%%
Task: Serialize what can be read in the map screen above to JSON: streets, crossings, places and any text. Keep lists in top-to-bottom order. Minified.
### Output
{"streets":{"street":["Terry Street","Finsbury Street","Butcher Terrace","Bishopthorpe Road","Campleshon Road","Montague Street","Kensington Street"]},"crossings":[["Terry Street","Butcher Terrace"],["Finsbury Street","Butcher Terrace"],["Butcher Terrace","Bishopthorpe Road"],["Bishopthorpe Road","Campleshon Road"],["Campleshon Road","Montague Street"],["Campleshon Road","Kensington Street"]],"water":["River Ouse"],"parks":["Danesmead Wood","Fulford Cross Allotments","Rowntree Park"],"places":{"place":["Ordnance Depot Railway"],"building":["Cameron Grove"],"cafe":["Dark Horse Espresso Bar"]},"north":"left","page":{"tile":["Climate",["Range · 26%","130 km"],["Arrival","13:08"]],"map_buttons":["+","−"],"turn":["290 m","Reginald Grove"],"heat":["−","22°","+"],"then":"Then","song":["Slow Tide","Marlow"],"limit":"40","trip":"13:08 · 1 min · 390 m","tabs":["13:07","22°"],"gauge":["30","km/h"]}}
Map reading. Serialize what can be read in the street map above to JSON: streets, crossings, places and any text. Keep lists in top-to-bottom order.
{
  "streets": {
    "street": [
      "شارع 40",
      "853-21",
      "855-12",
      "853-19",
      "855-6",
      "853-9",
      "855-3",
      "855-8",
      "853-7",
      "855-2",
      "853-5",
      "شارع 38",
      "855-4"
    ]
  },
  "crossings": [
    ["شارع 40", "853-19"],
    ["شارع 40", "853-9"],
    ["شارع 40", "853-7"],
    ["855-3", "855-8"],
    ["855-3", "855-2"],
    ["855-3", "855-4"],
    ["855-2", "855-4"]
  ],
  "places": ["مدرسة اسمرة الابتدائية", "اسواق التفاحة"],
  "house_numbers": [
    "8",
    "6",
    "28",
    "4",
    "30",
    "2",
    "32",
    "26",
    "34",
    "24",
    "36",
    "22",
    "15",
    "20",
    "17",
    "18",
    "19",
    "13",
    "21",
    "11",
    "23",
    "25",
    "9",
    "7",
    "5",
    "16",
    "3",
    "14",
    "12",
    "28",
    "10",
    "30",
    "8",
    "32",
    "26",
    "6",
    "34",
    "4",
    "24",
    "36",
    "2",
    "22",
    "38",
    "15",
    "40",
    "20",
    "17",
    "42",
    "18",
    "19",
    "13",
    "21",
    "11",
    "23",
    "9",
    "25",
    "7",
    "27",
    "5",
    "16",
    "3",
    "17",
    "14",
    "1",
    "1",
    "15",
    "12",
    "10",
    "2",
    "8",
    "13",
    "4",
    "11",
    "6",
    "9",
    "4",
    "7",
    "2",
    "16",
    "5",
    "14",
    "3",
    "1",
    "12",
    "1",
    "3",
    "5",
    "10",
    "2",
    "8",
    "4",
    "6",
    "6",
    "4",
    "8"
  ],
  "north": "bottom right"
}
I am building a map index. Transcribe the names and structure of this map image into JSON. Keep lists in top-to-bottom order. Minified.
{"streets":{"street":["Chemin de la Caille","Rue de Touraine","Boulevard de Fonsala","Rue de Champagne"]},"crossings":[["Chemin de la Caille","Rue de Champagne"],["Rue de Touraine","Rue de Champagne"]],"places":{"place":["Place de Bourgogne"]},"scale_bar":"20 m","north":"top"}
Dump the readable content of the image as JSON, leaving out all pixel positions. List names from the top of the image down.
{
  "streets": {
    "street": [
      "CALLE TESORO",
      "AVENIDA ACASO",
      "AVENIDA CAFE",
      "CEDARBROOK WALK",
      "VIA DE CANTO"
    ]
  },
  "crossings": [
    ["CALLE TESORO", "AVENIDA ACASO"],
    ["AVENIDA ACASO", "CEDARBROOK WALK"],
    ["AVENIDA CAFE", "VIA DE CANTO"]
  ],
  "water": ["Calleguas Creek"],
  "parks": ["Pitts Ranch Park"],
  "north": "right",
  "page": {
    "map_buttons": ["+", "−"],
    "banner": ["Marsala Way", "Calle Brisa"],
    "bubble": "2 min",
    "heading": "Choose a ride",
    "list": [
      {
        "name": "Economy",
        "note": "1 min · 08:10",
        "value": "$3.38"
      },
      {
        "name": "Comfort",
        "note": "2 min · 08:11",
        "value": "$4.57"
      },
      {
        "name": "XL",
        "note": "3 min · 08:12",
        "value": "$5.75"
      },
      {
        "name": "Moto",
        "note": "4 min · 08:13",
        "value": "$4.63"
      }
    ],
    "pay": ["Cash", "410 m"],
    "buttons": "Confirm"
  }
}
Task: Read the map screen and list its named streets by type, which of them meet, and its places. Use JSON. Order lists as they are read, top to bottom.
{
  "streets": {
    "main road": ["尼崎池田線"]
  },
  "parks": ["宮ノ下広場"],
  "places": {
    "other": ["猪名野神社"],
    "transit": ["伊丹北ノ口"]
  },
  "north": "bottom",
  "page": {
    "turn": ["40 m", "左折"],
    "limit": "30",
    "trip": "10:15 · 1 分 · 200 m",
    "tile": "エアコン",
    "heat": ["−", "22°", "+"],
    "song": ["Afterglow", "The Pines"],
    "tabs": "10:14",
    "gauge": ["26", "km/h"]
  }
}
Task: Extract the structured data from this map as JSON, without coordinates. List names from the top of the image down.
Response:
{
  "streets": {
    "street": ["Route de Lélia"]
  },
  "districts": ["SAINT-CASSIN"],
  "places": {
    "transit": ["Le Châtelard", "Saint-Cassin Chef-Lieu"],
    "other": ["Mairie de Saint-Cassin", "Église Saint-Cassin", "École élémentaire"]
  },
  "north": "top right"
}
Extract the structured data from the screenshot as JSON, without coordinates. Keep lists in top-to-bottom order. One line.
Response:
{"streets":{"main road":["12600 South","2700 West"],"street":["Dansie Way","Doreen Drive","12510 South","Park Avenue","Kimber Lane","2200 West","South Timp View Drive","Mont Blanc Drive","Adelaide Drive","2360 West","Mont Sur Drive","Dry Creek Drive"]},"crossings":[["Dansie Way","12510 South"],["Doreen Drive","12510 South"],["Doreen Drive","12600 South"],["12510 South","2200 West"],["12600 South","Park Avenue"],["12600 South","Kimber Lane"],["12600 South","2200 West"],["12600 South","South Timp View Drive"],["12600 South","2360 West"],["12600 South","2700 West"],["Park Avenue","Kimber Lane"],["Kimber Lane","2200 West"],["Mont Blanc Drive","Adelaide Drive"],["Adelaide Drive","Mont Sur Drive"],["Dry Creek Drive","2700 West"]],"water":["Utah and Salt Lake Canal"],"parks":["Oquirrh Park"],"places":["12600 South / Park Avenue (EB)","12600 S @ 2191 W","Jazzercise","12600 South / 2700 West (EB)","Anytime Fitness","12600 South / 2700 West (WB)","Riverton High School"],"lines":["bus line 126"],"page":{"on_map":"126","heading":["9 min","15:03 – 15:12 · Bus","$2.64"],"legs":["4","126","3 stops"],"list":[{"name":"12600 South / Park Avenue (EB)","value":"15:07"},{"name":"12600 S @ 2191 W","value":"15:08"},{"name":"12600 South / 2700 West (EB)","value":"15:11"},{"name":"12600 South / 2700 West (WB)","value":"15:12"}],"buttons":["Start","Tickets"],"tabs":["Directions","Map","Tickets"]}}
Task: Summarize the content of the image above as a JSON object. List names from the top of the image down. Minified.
%%
### BRIEF
Output all of the data without altering a single line.

### WRITTEN SOLUTION
Task: Serialize what can be read in the map screen above to JSON: streets, crossings, places and any text. Keep lists in top-to-bottom order. Minified.
### Output
{"streets":{"street":["Terry Street","Finsbury Street","Butcher Terrace","Bishopthorpe Road","Campleshon Road","Montague Street","Kensington Street"]},"crossings":[["Terry Street","Butcher Terrace"],["Finsbury Street","Butcher Terrace"],["Butcher Terrace","Bishopthorpe Road"],["Bishopthorpe Road","Campleshon Road"],["Campleshon Road","Montague Street"],["Campleshon Road","Kensington Street"]],"water":["River Ouse"],"parks":["Danesmead Wood","Fulford Cross Allotments","Rowntree Park"],"places":{"place":["Ordnance Depot Railway"],"building":["Cameron Grove"],"cafe":["Dark Horse Espresso Bar"]},"north":"left","page":{"tile":["Climate",["Range · 26%","130 km"],["Arrival","13:08"]],"map_buttons":["+","−"],"turn":["290 m","Reginald Grove"],"heat":["−","22°","+"],"then":"Then","song":["Slow Tide","Marlow"],"limit":"40","trip":"13:08 · 1 min · 390 m","tabs":["13:07","22°"],"gauge":["30","km/h"]}}
Map reading. Serialize what can be read in the street map above to JSON: streets, crossings, places and any text. Keep lists in top-to-bottom order.
{
  "streets": {
    "street": [
      "شارع 40",
      "853-21",
      "855-12",
      "853-19",
      "855-6",
      "853-9",
      "855-3",
      "855-8",
      "853-7",
      "855-2",
      "853-5",
      "شارع 38",
      "855-4"
    ]
  },
  "crossings": [
    ["شارع 40", "853-19"],
    ["شارع 40", "853-9"],
    ["شارع 40", "853-7"],
    ["855-3", "855-8"],
    ["855-3", "855-2"],
    ["855-3", "855-4"],
    ["855-2", "855-4"]
  ],
  "places": ["مدرسة اسمرة الابتدائية", "اسواق التفاحة"],
  "house_numbers": [
    "8",
    "6",
    "28",
    "4",
    "30",
    "2",
    "32",
    "26",
    "34",
    "24",
    "36",
    "22",
    "15",
    "20",
    "17",
    "18",
    "19",
    "13",
    "21",
    "11",
    "23",
    "25",
    "9",
    "7",
    "5",
    "16",
    "3",
    "14",
    "12",
    "28",
    "10",
    "30",
    "8",
    "32",
    "26",
    "6",
    "34",
    "4",
    "24",
    "36",
    "2",
    "22",
    "38",
    "15",
    "40",
    "20",
    "17",
    "42",
    "18",
    "19",
    "13",
    "21",
    "11",
    "23",
    "9",
    "25",
    "7",
    "27",
    "5",
    "16",
    "3",
    "17",
    "14",
    "1",
    "1",
    "15",
    "12",
    "10",
    "2",
    "8",
    "13",
    "4",
    "11",
    "6",
    "9",
    "4",
    "7",
    "2",
    "16",
    "5",
    "14",
    "3",
    "1",
    "12",
    "1",
    "3",
    "5",
    "10",
    "2",
    "8",
    "4",
    "6",
    "6",
    "4",
    "8"
  ],
  "north": "bottom right"
}
I am building a map index. Transcribe the names and structure of this map image into JSON. Keep lists in top-to-bottom order. Minified.
{"streets":{"street":["Chemin de la Caille","Rue de Touraine","Boulevard de Fonsala","Rue de Champagne"]},"crossings":[["Chemin de la Caille","Rue de Champagne"],["Rue de Touraine","Rue de Champagne"]],"places":{"place":["Place de Bourgogne"]},"scale_bar":"20 m","north":"top"}
Dump the readable content of the image as JSON, leaving out all pixel positions. List names from the top of the image down.
{
  "streets": {
    "street": [
      "CALLE TESORO",
      "AVENIDA ACASO",
      "AVENIDA CAFE",
      "CEDARBROOK WALK",
      "VIA DE CANTO"
    ]
  },
  "crossings": [
    ["CALLE TESORO", "AVENIDA ACASO"],
    ["AVENIDA ACASO", "CEDARBROOK WALK"],
    ["AVENIDA CAFE", "VIA DE CANTO"]
  ],
  "water": ["Calleguas Creek"],
  "parks": ["Pitts Ranch Park"],
  "north": "right",
  "page": {
    "map_buttons": ["+", "−"],
    "banner": ["Marsala Way", "Calle Brisa"],
    "bubble": "2 min",
    "heading": "Choose a ride",
    "list": [
      {
        "name": "Economy",
        "note": "1 min · 08:10",
        "value": "$3.38"
      },
      {
        "name": "Comfort",
        "note": "2 min · 08:11",
        "value": "$4.57"
      },
      {
        "name": "XL",
        "note": "3 min · 08:12",
        "value": "$5.75"
      },
      {
        "name": "Moto",
        "note": "4 min · 08:13",
        "value": "$4.63"
      }
    ],
    "pay": ["Cash", "410 m"],
    "buttons": "Confirm"
  }
}
Task: Read the map screen and list its named streets by type, which of them meet, and its places. Use JSON. Order lists as they are read, top to bottom.
{
  "streets": {
    "main road": ["尼崎池田線"]
  },
  "parks": ["宮ノ下広場"],
  "places": {
    "other": ["猪名野神社"],
    "transit": ["伊丹北ノ口"]
  },
  "north": "bottom",
  "page": {
    "turn": ["40 m", "左折"],
    "limit": "30",
    "trip": "10:15 · 1 分 · 200 m",
    "tile": "エアコン",
    "heat": ["−", "22°", "+"],
    "song": ["Afterglow", "The Pines"],
    "tabs": "10:14",
    "gauge": ["26", "km/h"]
  }
}
Task: Extract the structured data from this map as JSON, without coordinates. List names from the top of the image down.
Response:
{
  "streets": {
    "street": ["Route de Lélia"]
  },
  "districts": ["SAINT-CASSIN"],
  "places": {
    "transit": ["Le Châtelard", "Saint-Cassin Chef-Lieu"],
    "other": ["Mairie de Saint-Cassin", "Église Saint-Cassin", "École élémentaire"]
  },
  "north": "top right"
}
Extract the structured data from the screenshot as JSON, without coordinates. Keep lists in top-to-bottom order. One line.
Response:
{"streets":{"main road":["12600 South","2700 West"],"street":["Dansie Way","Doreen Drive","12510 South","Park Avenue","Kimber Lane","2200 West","South Timp View Drive","Mont Blanc Drive","Adelaide Drive","2360 West","Mont Sur Drive","Dry Creek Drive"]},"crossings":[["Dansie Way","12510 South"],["Doreen Drive","12510 South"],["Doreen Drive","12600 South"],["12510 South","2200 West"],["12600 South","Park Avenue"],["12600 South","Kimber Lane"],["12600 South","2200 West"],["12600 South","South Timp View Drive"],["12600 South","2360 West"],["12600 South","2700 West"],["Park Avenue","Kimber Lane"],["Kimber Lane","2200 West"],["Mont Blanc Drive","Adelaide Drive"],["Adelaide Drive","Mont Sur Drive"],["Dry Creek Drive","2700 West"]],"water":["Utah and Salt Lake Canal"],"parks":["Oquirrh Park"],"places":["12600 South / Park Avenue (EB)","12600 S @ 2191 W","Jazzercise","12600 South / 2700 West (EB)","Anytime Fitness","12600 South / 2700 West (WB)","Riverton High School"],"lines":["bus line 126"],"page":{"on_map":"126","heading":["9 min","15:03 – 15:12 · Bus","$2.64"],"legs":["4","126","3 stops"],"list":[{"name":"12600 South / Park Avenue (EB)","value":"15:07"},{"name":"12600 S @ 2191 W","value":"15:08"},{"name":"12600 South / 2700 West (EB)","value":"15:11"},{"name":"12600 South / 2700 West (WB)","value":"15:12"}],"buttons":["Start","Tickets"],"tabs":["Directions","Map","Tickets"]}}
Task: Summarize the content of the image above as a JSON object. List names from the top of the image down. Minified.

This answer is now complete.